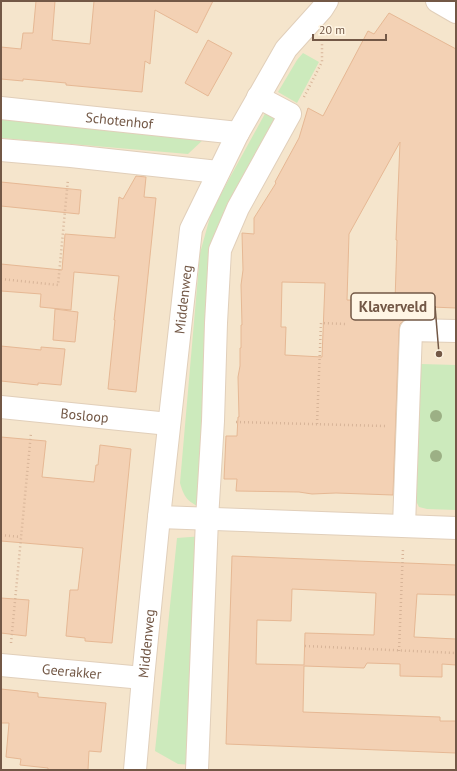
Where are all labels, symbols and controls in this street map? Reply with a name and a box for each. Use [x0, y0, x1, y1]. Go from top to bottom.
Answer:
scale bar [313, 16, 386, 42]
text: 20 m [319, 22, 345, 37]
street label: Schotenhof [85, 108, 155, 133]
street label: Middenweg [170, 264, 196, 335]
callout: Klaverveld [351, 293, 435, 320]
text: Klaverveld [359, 297, 427, 316]
street label: Bosloop [60, 404, 110, 427]
street label: Middenweg [134, 608, 159, 679]
street label: Geerakker [41, 660, 102, 683]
◆ ◆ ◆ ◆ ◆ ◆ ◆
● EXERCISE GOAL
Output the data above without changes, apart from leaving out the pictures.

● SOLUTION TO THE EXERCISE
Where are all labels, symbols and controls in this street map? Reply with a name and a box for each. Use [x0, y0, x1, y1]. Go from top to bottom.
Answer:
scale bar [313, 16, 386, 42]
text: 20 m [319, 22, 345, 37]
street label: Schotenhof [85, 108, 155, 133]
street label: Middenweg [170, 264, 196, 335]
callout: Klaverveld [351, 293, 435, 320]
text: Klaverveld [359, 297, 427, 316]
street label: Bosloop [60, 404, 110, 427]
street label: Middenweg [134, 608, 159, 679]
street label: Geerakker [41, 660, 102, 683]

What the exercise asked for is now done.